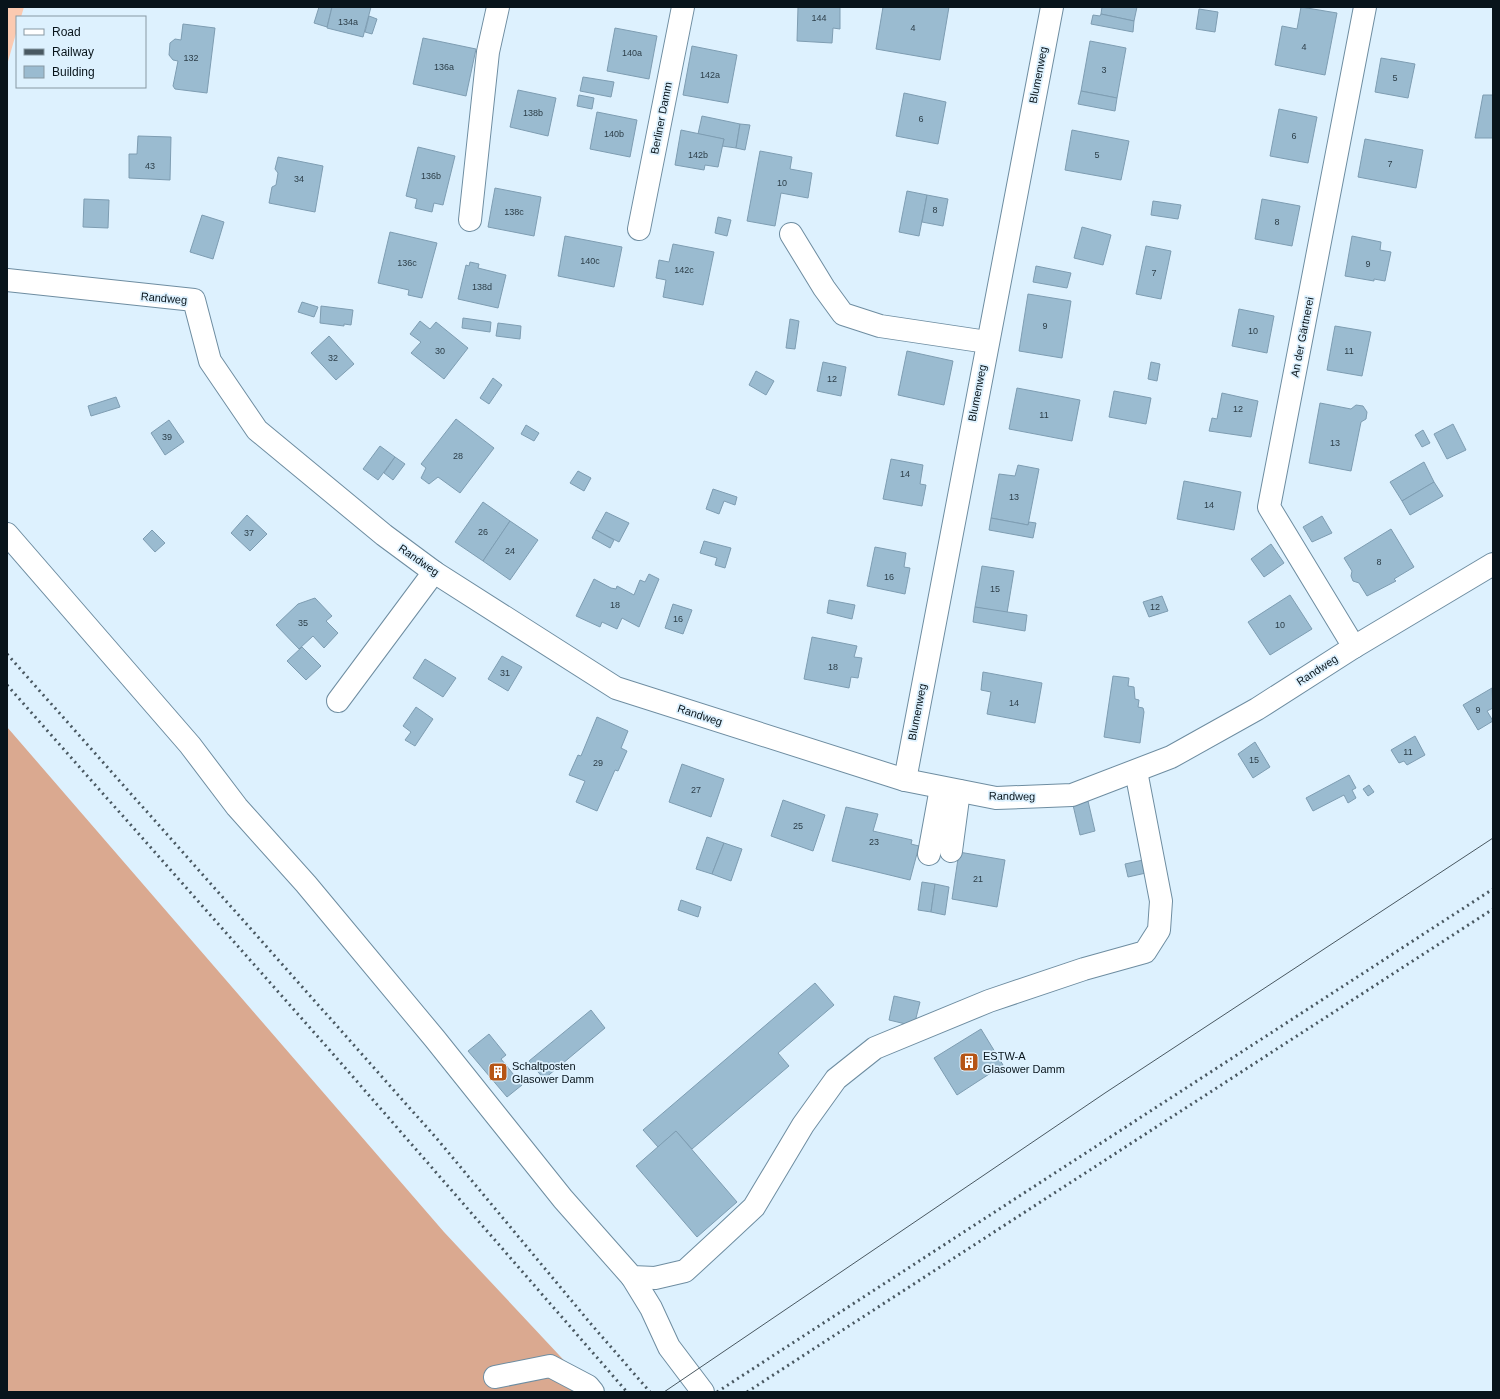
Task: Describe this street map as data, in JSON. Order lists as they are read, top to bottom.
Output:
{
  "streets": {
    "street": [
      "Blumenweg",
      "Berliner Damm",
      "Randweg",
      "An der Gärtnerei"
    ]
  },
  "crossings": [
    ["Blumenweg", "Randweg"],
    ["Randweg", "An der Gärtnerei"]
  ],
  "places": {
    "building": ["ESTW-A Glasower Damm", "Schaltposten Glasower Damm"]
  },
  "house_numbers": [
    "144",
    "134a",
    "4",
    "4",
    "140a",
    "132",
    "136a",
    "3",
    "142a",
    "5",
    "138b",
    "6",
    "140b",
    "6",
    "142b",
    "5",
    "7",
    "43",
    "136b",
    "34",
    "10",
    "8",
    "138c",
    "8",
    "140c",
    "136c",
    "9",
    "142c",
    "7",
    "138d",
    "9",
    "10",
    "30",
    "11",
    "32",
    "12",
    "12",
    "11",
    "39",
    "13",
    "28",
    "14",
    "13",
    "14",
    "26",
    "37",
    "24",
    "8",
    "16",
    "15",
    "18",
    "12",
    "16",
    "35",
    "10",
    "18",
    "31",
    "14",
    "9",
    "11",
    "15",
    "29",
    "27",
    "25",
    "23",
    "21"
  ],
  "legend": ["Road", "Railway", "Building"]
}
· · · · ·
**Task instructions:** Exactly as they stand, set down all of the entries above, minus every picture.

**Response:**
Task: Describe this street map as data, in JSON. Order lists as they are read, top to bottom.
Output:
{
  "streets": {
    "street": [
      "Blumenweg",
      "Berliner Damm",
      "Randweg",
      "An der Gärtnerei"
    ]
  },
  "crossings": [
    ["Blumenweg", "Randweg"],
    ["Randweg", "An der Gärtnerei"]
  ],
  "places": {
    "building": ["ESTW-A Glasower Damm", "Schaltposten Glasower Damm"]
  },
  "house_numbers": [
    "144",
    "134a",
    "4",
    "4",
    "140a",
    "132",
    "136a",
    "3",
    "142a",
    "5",
    "138b",
    "6",
    "140b",
    "6",
    "142b",
    "5",
    "7",
    "43",
    "136b",
    "34",
    "10",
    "8",
    "138c",
    "8",
    "140c",
    "136c",
    "9",
    "142c",
    "7",
    "138d",
    "9",
    "10",
    "30",
    "11",
    "32",
    "12",
    "12",
    "11",
    "39",
    "13",
    "28",
    "14",
    "13",
    "14",
    "26",
    "37",
    "24",
    "8",
    "16",
    "15",
    "18",
    "12",
    "16",
    "35",
    "10",
    "18",
    "31",
    "14",
    "9",
    "11",
    "15",
    "29",
    "27",
    "25",
    "23",
    "21"
  ],
  "legend": ["Road", "Railway", "Building"]
}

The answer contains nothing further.